== WORK INSTRUCTIONS ==
Reproduce all lines of the listing below in which the word "grid" occurs.

== SUPPLIED RECORDS ==
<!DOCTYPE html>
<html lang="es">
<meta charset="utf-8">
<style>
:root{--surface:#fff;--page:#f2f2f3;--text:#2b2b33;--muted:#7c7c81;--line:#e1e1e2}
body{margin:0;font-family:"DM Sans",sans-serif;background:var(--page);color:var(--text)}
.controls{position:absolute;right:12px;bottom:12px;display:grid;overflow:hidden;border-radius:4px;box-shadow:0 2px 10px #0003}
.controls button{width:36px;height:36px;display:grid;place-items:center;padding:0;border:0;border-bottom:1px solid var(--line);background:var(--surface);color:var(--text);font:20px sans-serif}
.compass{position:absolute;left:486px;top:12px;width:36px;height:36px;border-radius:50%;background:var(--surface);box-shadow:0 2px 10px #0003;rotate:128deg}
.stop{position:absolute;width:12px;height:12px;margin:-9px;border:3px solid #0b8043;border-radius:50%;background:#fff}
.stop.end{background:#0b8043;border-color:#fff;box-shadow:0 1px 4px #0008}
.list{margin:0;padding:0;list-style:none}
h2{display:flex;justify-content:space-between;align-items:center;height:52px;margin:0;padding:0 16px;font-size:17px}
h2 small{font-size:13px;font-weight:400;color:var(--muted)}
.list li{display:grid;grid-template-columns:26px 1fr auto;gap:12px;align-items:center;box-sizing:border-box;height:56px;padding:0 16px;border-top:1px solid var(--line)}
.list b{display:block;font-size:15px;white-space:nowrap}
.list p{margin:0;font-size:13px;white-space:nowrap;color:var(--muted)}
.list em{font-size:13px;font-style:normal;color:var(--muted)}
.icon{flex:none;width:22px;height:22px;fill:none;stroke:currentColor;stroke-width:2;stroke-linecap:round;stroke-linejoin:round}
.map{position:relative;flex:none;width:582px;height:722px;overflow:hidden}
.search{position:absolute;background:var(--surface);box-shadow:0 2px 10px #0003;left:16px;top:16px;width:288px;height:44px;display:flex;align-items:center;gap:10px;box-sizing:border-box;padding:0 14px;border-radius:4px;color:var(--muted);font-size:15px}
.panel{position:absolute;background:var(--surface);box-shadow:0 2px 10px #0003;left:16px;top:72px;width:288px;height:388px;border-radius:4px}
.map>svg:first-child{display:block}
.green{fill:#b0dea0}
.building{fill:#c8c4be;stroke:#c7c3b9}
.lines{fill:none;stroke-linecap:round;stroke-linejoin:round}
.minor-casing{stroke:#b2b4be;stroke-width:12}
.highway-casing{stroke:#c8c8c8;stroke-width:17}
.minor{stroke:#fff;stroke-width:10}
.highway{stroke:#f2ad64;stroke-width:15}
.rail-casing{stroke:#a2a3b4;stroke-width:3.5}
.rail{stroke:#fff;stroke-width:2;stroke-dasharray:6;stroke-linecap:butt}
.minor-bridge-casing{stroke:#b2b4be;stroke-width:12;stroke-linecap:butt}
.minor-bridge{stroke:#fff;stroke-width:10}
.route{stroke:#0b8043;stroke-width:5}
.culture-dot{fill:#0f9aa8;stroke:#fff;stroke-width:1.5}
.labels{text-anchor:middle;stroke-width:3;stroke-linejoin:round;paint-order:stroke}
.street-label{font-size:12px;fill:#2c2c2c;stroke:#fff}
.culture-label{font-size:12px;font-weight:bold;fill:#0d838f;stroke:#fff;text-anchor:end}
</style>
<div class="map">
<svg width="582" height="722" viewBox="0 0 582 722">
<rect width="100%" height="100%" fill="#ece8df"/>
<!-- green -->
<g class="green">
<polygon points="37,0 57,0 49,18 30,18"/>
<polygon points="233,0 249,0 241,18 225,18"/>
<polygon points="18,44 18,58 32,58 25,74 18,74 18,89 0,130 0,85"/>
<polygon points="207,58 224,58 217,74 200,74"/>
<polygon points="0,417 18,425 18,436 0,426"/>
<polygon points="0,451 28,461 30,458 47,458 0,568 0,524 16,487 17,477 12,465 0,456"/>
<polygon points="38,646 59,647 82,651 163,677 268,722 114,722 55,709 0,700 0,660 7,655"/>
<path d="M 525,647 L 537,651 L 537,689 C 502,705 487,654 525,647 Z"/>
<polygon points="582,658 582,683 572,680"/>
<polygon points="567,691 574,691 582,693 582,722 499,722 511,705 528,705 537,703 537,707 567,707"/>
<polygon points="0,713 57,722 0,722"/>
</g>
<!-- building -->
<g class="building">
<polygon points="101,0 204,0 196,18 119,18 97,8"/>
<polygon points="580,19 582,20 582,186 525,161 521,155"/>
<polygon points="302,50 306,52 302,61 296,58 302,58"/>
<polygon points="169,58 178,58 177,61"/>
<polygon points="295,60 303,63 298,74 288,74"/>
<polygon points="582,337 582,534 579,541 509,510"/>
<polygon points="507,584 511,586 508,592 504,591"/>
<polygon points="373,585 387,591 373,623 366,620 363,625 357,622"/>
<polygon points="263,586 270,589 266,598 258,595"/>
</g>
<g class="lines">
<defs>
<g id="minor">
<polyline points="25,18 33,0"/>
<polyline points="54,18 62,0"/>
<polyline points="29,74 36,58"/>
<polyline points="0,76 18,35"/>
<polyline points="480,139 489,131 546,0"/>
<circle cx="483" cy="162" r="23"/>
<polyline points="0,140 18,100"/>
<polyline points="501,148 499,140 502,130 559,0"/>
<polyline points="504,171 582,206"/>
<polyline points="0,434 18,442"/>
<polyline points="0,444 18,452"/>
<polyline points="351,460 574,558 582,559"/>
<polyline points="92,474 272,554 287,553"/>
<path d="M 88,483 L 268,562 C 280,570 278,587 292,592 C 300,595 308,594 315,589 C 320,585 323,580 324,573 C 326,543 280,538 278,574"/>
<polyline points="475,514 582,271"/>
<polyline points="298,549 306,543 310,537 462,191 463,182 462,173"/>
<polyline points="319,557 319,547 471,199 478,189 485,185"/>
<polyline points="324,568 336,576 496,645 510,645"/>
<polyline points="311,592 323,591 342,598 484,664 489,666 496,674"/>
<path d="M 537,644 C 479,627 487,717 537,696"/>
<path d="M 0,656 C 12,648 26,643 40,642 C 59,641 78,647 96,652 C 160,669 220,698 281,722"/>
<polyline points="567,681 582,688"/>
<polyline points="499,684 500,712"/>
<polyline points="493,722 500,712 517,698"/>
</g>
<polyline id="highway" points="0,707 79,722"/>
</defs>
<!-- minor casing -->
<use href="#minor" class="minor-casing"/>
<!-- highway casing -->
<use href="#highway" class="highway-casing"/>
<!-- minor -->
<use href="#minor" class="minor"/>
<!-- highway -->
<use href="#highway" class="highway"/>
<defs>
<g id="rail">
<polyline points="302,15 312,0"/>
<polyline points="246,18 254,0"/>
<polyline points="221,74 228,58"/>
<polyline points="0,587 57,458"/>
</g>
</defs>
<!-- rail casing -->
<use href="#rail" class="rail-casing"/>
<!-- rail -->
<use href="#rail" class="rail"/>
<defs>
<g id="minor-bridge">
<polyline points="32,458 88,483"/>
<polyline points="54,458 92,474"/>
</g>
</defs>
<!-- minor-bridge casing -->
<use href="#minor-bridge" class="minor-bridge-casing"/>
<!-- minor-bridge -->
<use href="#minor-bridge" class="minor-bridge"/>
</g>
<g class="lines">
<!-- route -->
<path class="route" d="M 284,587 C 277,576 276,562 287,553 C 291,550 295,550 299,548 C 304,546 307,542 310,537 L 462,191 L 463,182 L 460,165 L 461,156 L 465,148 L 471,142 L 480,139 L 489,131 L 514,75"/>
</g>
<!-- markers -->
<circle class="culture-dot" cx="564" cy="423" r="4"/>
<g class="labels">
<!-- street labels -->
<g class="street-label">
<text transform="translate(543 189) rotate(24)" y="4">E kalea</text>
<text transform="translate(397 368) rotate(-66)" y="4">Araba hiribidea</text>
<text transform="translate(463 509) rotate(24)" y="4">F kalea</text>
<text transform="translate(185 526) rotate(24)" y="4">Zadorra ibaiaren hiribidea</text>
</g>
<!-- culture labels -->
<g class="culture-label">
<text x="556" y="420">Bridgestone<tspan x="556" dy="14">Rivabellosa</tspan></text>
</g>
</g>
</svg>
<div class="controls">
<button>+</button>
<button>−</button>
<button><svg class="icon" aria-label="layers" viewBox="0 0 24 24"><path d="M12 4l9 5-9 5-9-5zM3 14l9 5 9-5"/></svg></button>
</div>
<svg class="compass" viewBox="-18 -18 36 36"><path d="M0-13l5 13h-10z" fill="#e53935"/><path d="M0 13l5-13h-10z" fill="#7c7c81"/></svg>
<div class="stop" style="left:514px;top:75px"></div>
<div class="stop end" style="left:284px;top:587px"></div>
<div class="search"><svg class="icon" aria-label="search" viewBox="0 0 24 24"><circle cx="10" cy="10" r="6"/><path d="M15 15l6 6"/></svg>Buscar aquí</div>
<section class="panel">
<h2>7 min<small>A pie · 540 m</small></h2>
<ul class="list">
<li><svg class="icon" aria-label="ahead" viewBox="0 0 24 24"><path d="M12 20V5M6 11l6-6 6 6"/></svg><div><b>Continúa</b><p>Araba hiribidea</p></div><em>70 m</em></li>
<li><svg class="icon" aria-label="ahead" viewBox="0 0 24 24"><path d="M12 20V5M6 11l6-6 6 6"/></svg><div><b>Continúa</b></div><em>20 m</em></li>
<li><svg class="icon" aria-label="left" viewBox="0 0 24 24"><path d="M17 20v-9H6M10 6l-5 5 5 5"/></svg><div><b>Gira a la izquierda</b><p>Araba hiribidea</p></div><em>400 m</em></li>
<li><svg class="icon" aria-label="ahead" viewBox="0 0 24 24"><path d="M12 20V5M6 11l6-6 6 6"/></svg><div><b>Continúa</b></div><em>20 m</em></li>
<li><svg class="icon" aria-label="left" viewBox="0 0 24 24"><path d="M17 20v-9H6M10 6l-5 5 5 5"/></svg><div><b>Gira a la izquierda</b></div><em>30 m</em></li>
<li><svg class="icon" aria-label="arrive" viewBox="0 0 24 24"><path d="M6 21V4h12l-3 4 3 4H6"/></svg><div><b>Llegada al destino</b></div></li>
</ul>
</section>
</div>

== WRITTEN ANSWER ==
.controls{position:absolute;right:12px;bottom:12px;display:grid;overflow:hidden;border-radius:4px;box-shadow:0 2px 10px #0003}
.controls button{width:36px;height:36px;display:grid;place-items:center;padding:0;border:0;border-bottom:1px solid var(--line);background:var(--surface);color:var(--text);font:20px sans-serif}
.list li{display:grid;grid-template-columns:26px 1fr auto;gap:12px;align-items:center;box-sizing:border-box;height:56px;padding:0 16px;border-top:1px solid var(--line)}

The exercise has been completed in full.